[Problem details]:
Which lines below include the string "bottom"? Please show each one.

[Supplied entries]:
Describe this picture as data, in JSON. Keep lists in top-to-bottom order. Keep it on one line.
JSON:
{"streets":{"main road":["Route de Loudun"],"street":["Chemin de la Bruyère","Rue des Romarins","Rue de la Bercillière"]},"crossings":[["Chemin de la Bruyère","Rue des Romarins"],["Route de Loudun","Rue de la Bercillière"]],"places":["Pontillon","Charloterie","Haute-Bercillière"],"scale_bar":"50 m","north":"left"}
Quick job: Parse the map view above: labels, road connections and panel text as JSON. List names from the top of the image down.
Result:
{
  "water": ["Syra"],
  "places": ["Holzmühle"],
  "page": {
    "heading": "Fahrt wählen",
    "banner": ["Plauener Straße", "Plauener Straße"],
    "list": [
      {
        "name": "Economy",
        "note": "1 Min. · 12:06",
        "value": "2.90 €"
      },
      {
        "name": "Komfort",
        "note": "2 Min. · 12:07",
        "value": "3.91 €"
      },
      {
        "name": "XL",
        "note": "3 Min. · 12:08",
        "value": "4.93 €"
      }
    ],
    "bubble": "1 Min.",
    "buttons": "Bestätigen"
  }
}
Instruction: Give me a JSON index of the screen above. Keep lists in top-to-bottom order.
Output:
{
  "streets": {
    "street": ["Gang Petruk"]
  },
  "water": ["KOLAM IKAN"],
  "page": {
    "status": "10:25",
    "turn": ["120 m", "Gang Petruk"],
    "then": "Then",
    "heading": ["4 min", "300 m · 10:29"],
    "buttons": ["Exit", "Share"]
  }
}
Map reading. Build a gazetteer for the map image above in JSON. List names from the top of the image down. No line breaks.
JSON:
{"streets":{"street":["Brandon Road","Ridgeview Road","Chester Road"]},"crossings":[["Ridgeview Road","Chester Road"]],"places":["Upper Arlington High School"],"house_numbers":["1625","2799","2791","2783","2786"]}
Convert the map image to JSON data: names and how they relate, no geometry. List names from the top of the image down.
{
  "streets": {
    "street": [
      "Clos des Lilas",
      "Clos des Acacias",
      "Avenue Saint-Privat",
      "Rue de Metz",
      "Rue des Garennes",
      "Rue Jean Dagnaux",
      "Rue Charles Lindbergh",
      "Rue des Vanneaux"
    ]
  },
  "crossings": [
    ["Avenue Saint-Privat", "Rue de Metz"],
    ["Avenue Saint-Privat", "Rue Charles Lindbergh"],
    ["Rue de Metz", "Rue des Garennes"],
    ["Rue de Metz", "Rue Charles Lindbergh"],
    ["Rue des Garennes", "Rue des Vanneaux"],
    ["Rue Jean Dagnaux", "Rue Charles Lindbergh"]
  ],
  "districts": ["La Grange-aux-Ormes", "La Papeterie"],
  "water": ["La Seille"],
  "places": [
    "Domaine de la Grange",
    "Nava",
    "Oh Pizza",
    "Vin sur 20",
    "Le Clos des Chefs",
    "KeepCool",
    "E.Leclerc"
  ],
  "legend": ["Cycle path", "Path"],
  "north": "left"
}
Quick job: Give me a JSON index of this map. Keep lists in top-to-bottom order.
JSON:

[Solution below]:
Describe this picture as data, in JSON. Keep lists in top-to-bottom order. Keep it on one line.
Instruction: Give me a JSON index of the screen above. Keep lists in top-to-bottom order.
Quick job: Give me a JSON index of this map. Keep lists in top-to-bottom order.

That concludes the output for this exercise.